In England and Wales men aged 60 to 64 appear to carry a higher risk when the mercury rises overnight in the summer months, researchers found.
But the same effect was not seen in women.
Previous studies have linked deaths from heart or circulatory diseases, also known as cardiovascular disease – to hot spells.
The new study, published in the journal BMJ Open, sought to examine possible links between summer high temperatures at night and increased cardiovascular disease deaths among people aged between 60 and 69 years.
Researchers from the University of Toronto in Canada decided to look at data from mid-latitude regions because these parts of the world have experienced a rise in night-time heat intensity in the summer months.
The academics examined almost 40,000 cardiovascular disease deaths among people aged 60 to 69 in England and Wales between 2001 and 2015.

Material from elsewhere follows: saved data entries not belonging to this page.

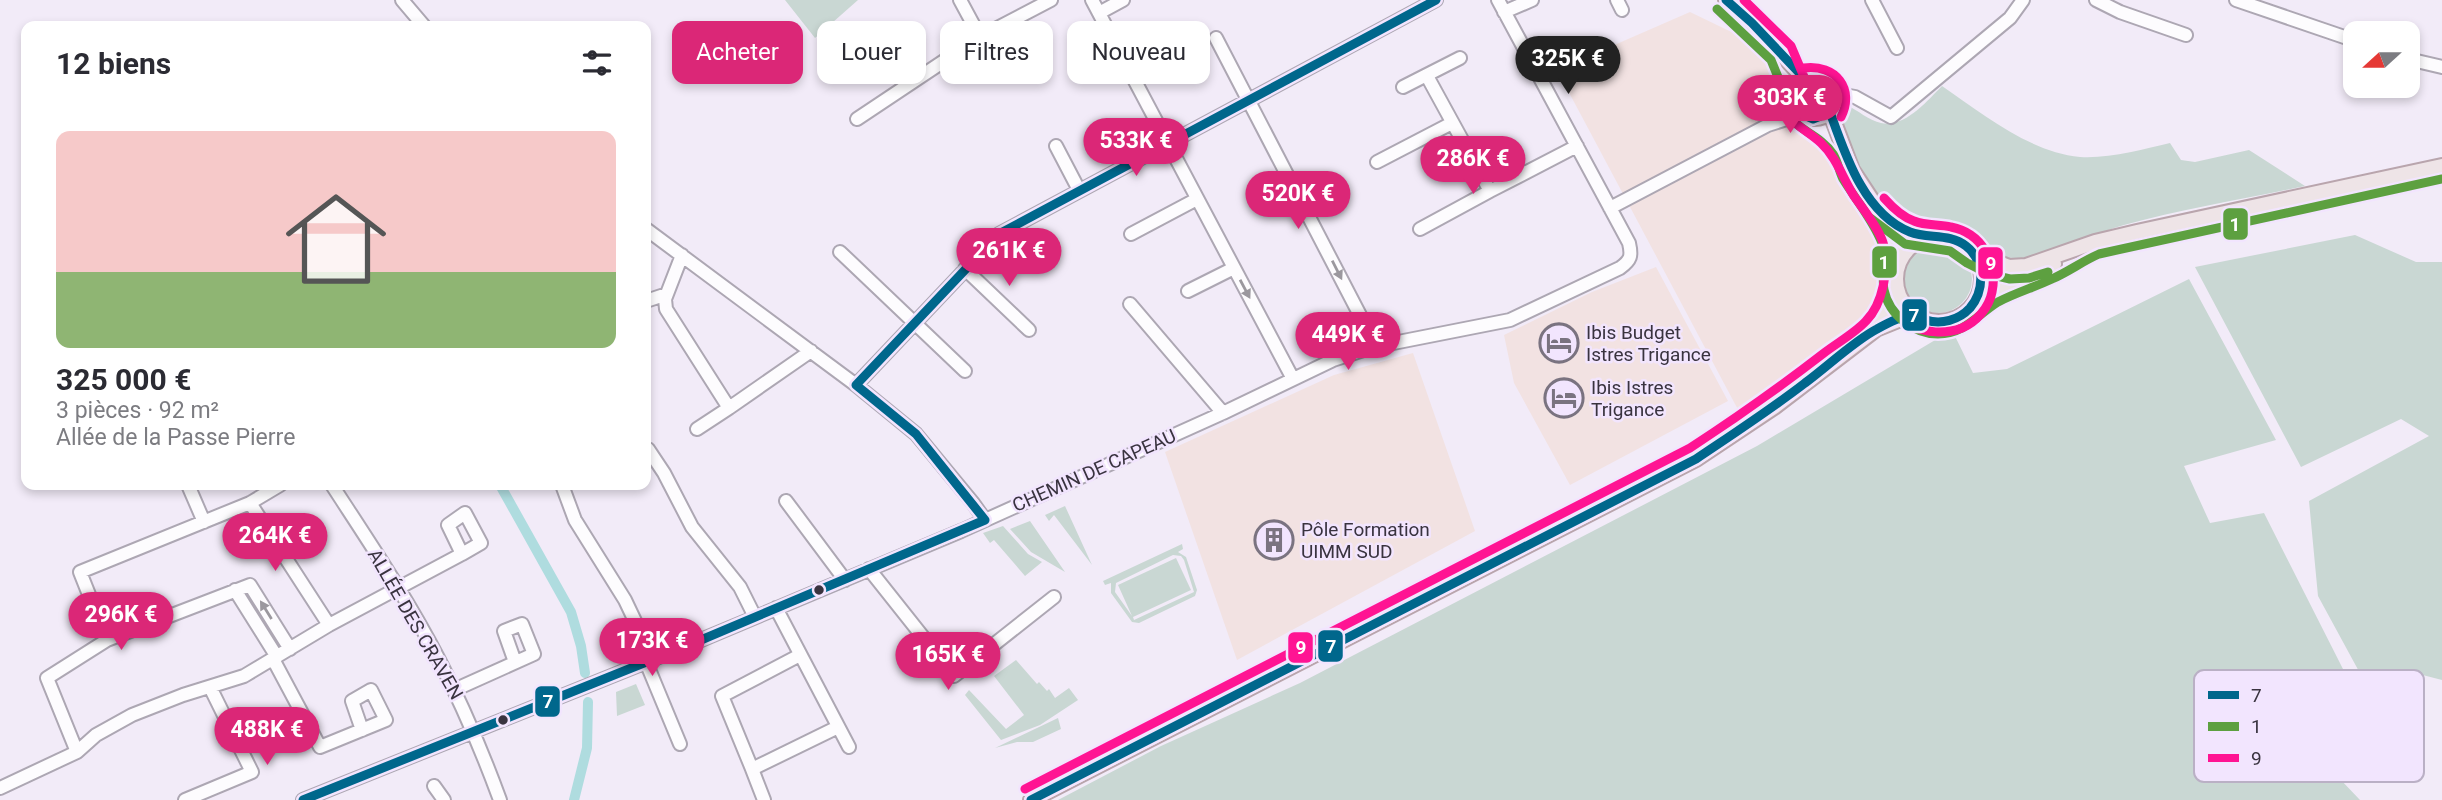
<!DOCTYPE html>
<html lang="fr">
<meta charset="utf-8">
<style>
body{margin:0;font-family:Roboto,sans-serif;background:#f2f2f3;color:#2b2b33;height:100vh;display:flex;flex-direction:column;font-size:26px;white-space:nowrap}
*{box-sizing:border-box;margin:0}
p{font-size:23px;color:#7c7c81}
.icon{flex:none;width:38px;height:38px;fill:none;stroke:currentColor;stroke-width:2;stroke-linecap:round;stroke-linejoin:round}
.map{position:relative;flex:1;overflow:hidden}
.details{position:absolute;left:21px;top:21px;width:630px;height:469px;display:flex;flex-direction:column;background:#fff;border-radius:14px;box-shadow:0 4px 10px #0003}
.details>*{flex:none}
.top-card{position:absolute;left:672px;top:21px;width:665px;height:63px;display:flex;gap:14px}
.needle{width:46px;rotate:249deg}
.fabs{position:absolute;left:2343px;top:21px;display:grid;gap:14px}
.fabs a{display:grid;place-items:center;width:77px;height:77px;border-radius:14px;background:#fff;box-shadow:0 4px 10px #0003;font-size:35px}
.price{position:absolute;translate:-50% -60px;padding:0 16px;border-radius:24px;background:#db2777;color:#fff;font-size:23px;line-height:46px;filter:drop-shadow(0 2px 4px #0008)}
.price::after{content:'';position:absolute;left:50%;top:42px;width:21px;height:16px;margin-left:-10px;background:inherit;clip-path:polygon(0 0,100% 0,50% 100%)}
.price.current{background:#222;color:#fff}
ul{padding:0;list-style:none}
li{display:grid;align-content:center;gap:14px;height:371px;padding:0 35px}
li+li{border-top:2px solid #e1e1e2}
li span{display:grid;place-items:center;height:217px;border-radius:14px;color:#555}
li>.icon{margin-inline-start:auto}
span .icon{width:126px;height:126px;fill:#fffc;stroke-width:1}
li b{font-size:30px}
h2{display:flex;justify-content:space-between;align-items:center;height:84px;padding:0 35px;font-size:30px}
.pill{padding:0 24px;border-radius:14px;background:#fff;box-shadow:0 4px 10px #0003;font-size:24px;line-height:63px}
.pill.current{background:#db2777;color:#fff}
.map>svg:first-child{display:block}
.commercial{fill:#f2e2e2}
.green{fill:#c9d7d3;fill-rule:evenodd}
.lines{fill:none;stroke-linecap:round;stroke-linejoin:round}
.canal{stroke:#afdcdf;stroke-width:10}
.minor-casing{stroke:#ada7b3;stroke-width:16}
.major-casing{stroke:#b9a5ad;stroke-width:18}
.minor{stroke:#fdfcfe;stroke-width:12}
.major{stroke:#eee4e7;stroke-width:14}
.bus-1-casing{stroke:#f2e5fe;stroke-width:14}
.bus-2-casing{stroke:#f2e5fe;stroke-width:14}
.bus-3-casing{stroke:#f2e5fe;stroke-width:14}
.bus-1{stroke:#00678c;stroke-width:9}
.bus-2{stroke:#5da040;stroke-width:9}
.bus-3{stroke:#ff1493;stroke-width:9}
.oneway{fill:#9b989e}
.bus-dot{fill:#39333f;stroke:#f2e5fe;stroke-width:2.5}
.labels{text-anchor:middle;stroke-width:5;stroke-linejoin:round;paint-order:stroke}
.poi-label{font-size:19px;fill:#39333f;stroke:#f2e5fe;text-anchor:start}
.street-label{font-size:19px;fill:#39333f;stroke:#f2e5fe}
.key{fill:#f2e5fe;stroke:#bab0c5;stroke-width:2}
.key-label{font-size:19px;fill:#39333f}
.line-badge{stroke:#f2e5fe;stroke-width:2.5}
.badge-label{font-size:19px;text-anchor:middle;font-weight:bold;fill:#fff}
</style>
<div class="map">
<svg width="2442" height="800" viewBox="0 0 2442 800">
<rect width="100%" height="100%" fill="#f2ebf8"/>
<path class="commercial" d="M1690,12L1748,40L1790,93L1827,155L1877,227L1890,253L1884,295L1874,319L1743,419L1557,70Z
M1656,267L1728,401L1570,485L1514,383L1504,335L1592,292Z
M1413,353L1475,531L1237,660L1165,452L1334,375Z"/>
<path class="green" d="M785,0H858L815,38Z
M1942,86C1983,114 2029,152 2080,157C2108,159 2144,149 2170,143L2181,160L2195,162L2249,150L2305,186C2245,199 2183,209 2124,225C2088,235 2050,260 2013,258C1981,256 1980,234 1959,227C1955,225 1949,223 1944,223C1931,222 1922,229 1908,223C1875,207 1849,146 1836,114L1841,106L1847,105C1857,110 1870,121 1881,123C1905,128 1927,101 1942,86Z
M2355,235L2416,262H2442V680L2411,672L2368,688L2318,596L2309,501L2429,436L2401,419L2301,467L2195,267Z
M1904 279a34 34 0 1 1 68 0a34 34 0 1 1-68 0Z
M2189,279L2276,440L2184,466L2210,523L2264,513L2344,671L2299,707L2297,734L2360,800H1058L1161,746L1300,683L1757,446L1952,330L1973,373L2007,369Z
M1065,506L1092,565L1054,515L1049,521L1045,515Z
M1030,521L1065,572L1031,552L1010,529Z
M1003,526L1028,554L1042,562L1025,576L994,540L990,543L983,533Z
M1182,544L1183,549L1178,552L1186,557L1197,590L1195,596L1139,623L1132,622L1111,593V583L1105,585L1103,581ZM1173,555L1181,556L1184,560L1194,592L1134,620L1133,617L1191,590L1176,558L1118,585L1132,616L1115,592L1116,583Z
M1016,660L1037,684L1039,682L1047,691L1049,689L1055,698L1069,688L1078,700L1040,725L1001,740L965,695L969,690L1006,729L1024,715L994,676Z
M636,684L645,705L617,716L616,692Z
M1058,718L1061,729L1033,742H1017L995,748Z"/>
<g class="lines">
<path class="canal" d="M500,485L571,612L581,646L585,673
M574,800L587,748L588,702"/>
<g class="minor-casing">
<path id="minor" d="M402,0L424,26
M960,0L980,37
M1092,0L1293,379
M1617,0L1622,10
M1872,0L1897,48
M2096,0L2120,12L2186,35
M2236,0L2356,41
M1504,12L1532,0
M1099,13L1123,0
M1216,38L1376,346
M2408,59L2442,67
M1427,76L1490,191L1577,146
M1403,87L1460,58
M1834,93L1855,97L1891,117L2010,18L2023,0
M857,119L980,37L1051,0
M1774,121L1795,103
M1056,146L1079,190
M1377,162L1452,123
M1610,208L1768,125L1802,114
M646,229L856,385L916,434L973,503L985,520
M1420,229L1490,191
M1131,234L1197,199
M840,252L965,371
M682,255L665,299L666,309L729,408L811,351
M965,269L1029,330
M1188,291L1234,268
M646,301L667,294
M1130,304L1223,413
M856,385L999,234L1436,0
M697,429L729,408
M648,449L664,473L692,527L740,587L755,617
M188,485L204,522
M332,485C369,542 407,598 438,658C462,704 482,751 500,800
M562,485L575,520L625,600L653,659
M786,501L845,580
M250,503L329,625
M869,569L954,676L1054,597
M235,590L277,657
M776,608L849,747
M107,640L80,572L250,503L280,485
M800,655L722,696L752,769L838,727
M273,659L320,747L386,720L371,690L352,701L362,730
M646,662L680,744
M454,690L534,654L522,624L504,631L515,662
M77,752L47,678L107,640L250,585L290,649
M752,769L764,800
M434,786L444,800
M0,788L77,752L96,735L132,715L183,695L244,676L329,625L462,554L481,543L465,513L448,525L462,554
M185,800L252,772L210,687
M303,800L701,640L961,531L1223,413L1333,360L1373,347L1510,320L1620,268C1631,260 1632,256 1629,243L1498,0"/>
</g>
<g class="major-casing">
<path id="major" d="M1726,0L1752,23L1806,80
M1795 98a20 20 0 1 1 40 0a20 20 0 1 1-40 0Z
M1830,112L1852,170L1879,211L1896,242L1897,266
M1884,214L1910,233L1931,236
M1896 279a43 43 0 1 1 86 0a43 43 0 1 1-86 0Z
M1973,253L2009,267L2026,266L2095,242L2137,232L2442,166
M1976,303L1991,292L2054,264
M1876,329L1892,302L1896,288
M1031,800L1696,459L1774,407L1876,329L1913,314"/>
</g>
<use href="#minor" class="minor"/>
<use href="#major" class="major"/>
<g class="bus-1-casing">
<path id="bus-1" d="M1726,0L1752,23L1806,80
M1796,89C1793,104 1798,114 1813,119L1830,112C1840,92 1828,77 1806,80
M856,385L999,234L1436,0
M856,385L916,434L985,520
M303,800L701,640L985,520
M1031,800L1696,459C1733,434 1770,410 1805,383C1827,367 1854,341 1877,329C1886,324 1902,316 1911,315C1916,314 1922,318 1926,320C1941,325 1959,320 1970,308C1985,290 1985,261 1966,246C1950,233 1928,239 1910,232C1864,214 1845,154 1830,112"/>
</g>
<g class="bus-2-casing">
<path id="bus-2" d="M1717,9L1771,60L1785,94
M1784,86C1775,128 1815,127 1833,154C1838,162 1839,171 1843,179C1856,200 1873,220 1882,243C1888,257 1881,275 1884,290C1889,315 1914,334 1938,334C1965,334 1977,315 1998,302C2015,293 2035,287 2052,279C2068,272 2083,261 2099,254L2442,179
M1869,217L1905,244L1950,251L1967,263L1989,274L2010,279L2029,278L2048,272"/>
</g>
<g class="bus-3-casing">
<path id="bus-3" d="M1744,0L1791,46L1807,84
M1804,68C1836,64 1855,89 1841,117
M1884,198C1892,207 1902,217 1914,221C1926,226 1939,224 1951,227C1982,233 1998,263 1992,292C1989,308 1976,322 1962,328C1943,335 1928,332 1909,326
M1025,789L1690,448C1736,418 1780,387 1824,353C1837,343 1855,333 1866,321C1883,304 1889,269 1884,246C1881,231 1863,209 1854,196C1842,177 1837,158 1821,143C1800,124 1777,120 1784,86"/>
</g>
<use href="#bus-1" class="bus-1"/>
<use href="#bus-2" class="bus-2"/>
<use href="#bus-3" class="bus-3"/>
</g>
<defs><path id="oneway-solid" d="M-6-.8H1V-3.2L6.5 0L1 3.2V.8H-6Z" transform="scale(1.75)"/></defs>
<g class="oneway">
<use href="#oneway-solid" transform="translate(1337 270) rotate(63)"/>
<use href="#oneway-solid" transform="translate(1245 289) rotate(62)"/>
<use href="#oneway-solid" transform="translate(266 610) rotate(-122)"/>
</g>
<defs>
<g id="hotel-ring" transform="scale(2.0125)"><circle r="9.5" fill="#f2e5fe" stroke="#7a7380" stroke-width="1.5"/><path d="M-6-4.5h1.5V1H6V5H4.5V3h-9V5H-6ZM-4 0a1.8 1.8 0 1 1 3.6 0ZM.5 0V-2.5h3Q6-2.5 6 0Z" fill="#7a7380"/></g>
<g id="building-ring" transform="scale(2.0125)"><circle r="9.5" fill="#f2e5fe" stroke="#7a7380" stroke-width="1.5"/><path d="M-4-6H4V6H1V3H-1V6H-4ZM-2.5-4.3h1.7v1.8h-1.7ZM.8-4.3h1.7v1.8H.8ZM-2.5-1h1.7V.8h-1.7ZM.8-1h1.7V.8H.8Z" fill="#7a7380"/></g>
</defs>
<g fill-rule="evenodd">
<use href="#hotel-ring" x="1559" y="343"/>
<use href="#hotel-ring" x="1564" y="398"/>
<use href="#building-ring" x="1274" y="540"/>
</g>
<g class="bus-dot">
<circle cx="819" cy="590" r="6"/>
<circle cx="503" cy="720" r="6"/>
</g>
<g class="labels">
<g class="poi-label">
<text x="1586" y="339">Ibis Budget<tspan x="1586" dy="22">Istres Trigance</tspan></text>
<text x="1591" y="394">Ibis Istres<tspan x="1591" dy="22">Trigance</tspan></text>
<text x="1301" y="536">Pôle Formation<tspan x="1301" dy="22">UIMM SUD</tspan></text>
</g>
<g class="street-label">
<text transform="translate(1094 470) rotate(-24)" y="7">CHEMIN DE CAPEAU</text>
<text transform="translate(416 624) rotate(60)" y="7">ALLÉE DES CRAVEN</text>
</g>
</g>
<rect x="2194" y="670" width="230" height="112" rx="10" class="key"/>
<rect x="2208" y="691" width="31" height="8" fill="#00678c"/>
<rect x="2208" y="722" width="31" height="9" fill="#5da040"/>
<rect x="2208" y="754" width="31" height="8" fill="#ff1493"/>
<g class="key-label">
<text x="2251" y="702">7</text>
<text x="2251" y="733">1</text>
<text x="2251" y="765">9</text>
</g>
<g class="line-badge">
<rect x="2222" y="207" width="27" height="34" rx="7" fill="#5da040"/>
<rect x="1871" y="245" width="27" height="34" rx="7" fill="#5da040"/>
<rect x="1977" y="246" width="27" height="34" rx="7" fill="#ff1493"/>
<rect x="1901" y="298" width="27" height="34" rx="7" fill="#00678c"/>
<rect x="1317" y="629" width="27" height="34" rx="7" fill="#00678c"/>
<rect x="1287" y="631" width="27" height="33" rx="7" fill="#ff1493"/>
<rect x="534" y="685" width="27" height="33" rx="7" fill="#00678c"/>
</g>
<g class="badge-label">
<text x="2235" y="231">1</text>
<text x="1884" y="269">1</text>
<text x="1991" y="270">9</text>
<text x="1914" y="322">7</text>
<text x="1331" y="653">7</text>
<text x="1301" y="654">9</text>
<text x="548" y="708">7</text>
</g>
</svg>
<div class="fabs">
<a><svg class="needle" viewBox="-14 -14 28 28"><path d="M0-13l5 13h-10z" fill="#e53935"/><path d="M0 13l5-13h-10z" fill="#7c7c81"/></svg></a>
</div>
<b class="price current" style="left:1568px;top:96px">325K €</b>
<b class="price" style="left:1790px;top:135px">303K €</b>
<b class="price" style="left:1136px;top:178px">533K €</b>
<b class="price" style="left:1473px;top:196px">286K €</b>
<b class="price" style="left:1298px;top:231px">520K €</b>
<b class="price" style="left:1009px;top:288px">261K €</b>
<b class="price" style="left:1348px;top:372px">449K €</b>
<b class="price" style="left:275px;top:573px">264K €</b>
<b class="price" style="left:121px;top:652px">296K €</b>
<b class="price" style="left:652px;top:678px">173K €</b>
<b class="price" style="left:948px;top:692px">165K €</b>
<b class="price" style="left:267px;top:767px">488K €</b>
<div class="top-card">
<a class="pill current">Acheter</a>
<a class="pill">Louer</a>
<a class="pill">Filtres</a>
<a class="pill">Nouveau</a>
</div>
<section class="details">
<h2>12 biens<svg class="icon" aria-label="filters" viewBox="0 0 24 24"><path d="M4 7h16M4 17h16"/><circle cx="9" cy="7" r="2"/><circle cx="15" cy="17" r="2"/></svg></h2>
<ul>
<li><span style="background:linear-gradient(#f6c9c9 65%,#8fb573 0)"><svg class="icon" aria-label="home" viewBox="0 0 24 24"><path d="M3 11l9-7 9 7M6 9v11h12V9"/></svg></span><div><b>325 000 €</b><p>3 pièces · 92 m²</p><p>Allée de la Passe Pierre</p></div></li>
</ul>
</section>
</div>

They found that a 1C rise in night-time temperatures, compared with usual summer night-time heat, was linked to a 3.1% increased risk of cardiovascular deaths among men aged 60 to 64.
An increased risk was not found among women or men in their late sixties.
The researchers also examined 488 cardiovascular disease deaths in summer months in Washington State in the US.
They found that a 1C rise in heat was linked to a 4.8% increased risk of cardiovascular disease (CVD) death among men in their early sixties, but not those over 65.
“In two mid-latitude regions, warmer summer nights are accompanied by an increased risk of death from CVD among men aged 60–64 years,” the authors wrote.
They added: “Considering the growing likelihood of extreme summers in Western USA and UK, our results invite preventive population health initiatives and novel urban policies aimed at reducing future risk of CVD events.”
Commenting on the study, Julie Ward, senior cardiac nurse at the British Heart Foundation, said: “This research adds to existing evidence that warmer temperatures during the summer can affect the heart, increasing the risk of health complications and even death in people with cardiovascular disease.
“However, this study is observational, so it can’t show us cause and effect. It also only provides data up until 2015.
“More research is now needed to understand why this small rise in night-time temperature affects men and women differently, and if this association is still observed in more recent years.
“Your body has to work harder in warmer weather to keep its core temperature to normal levels, putting extra strain on your heart.
“The most important things you can do to protect your heart during the warm summer nights are to stay cool and keep hydrated.
"Try to keep your home cool in the daytime by closing curtains to stop the sun coming in, keep a glass of water close to you at night to avoid being dehydrated, and wear loose fitting cotton-based pyjamas.”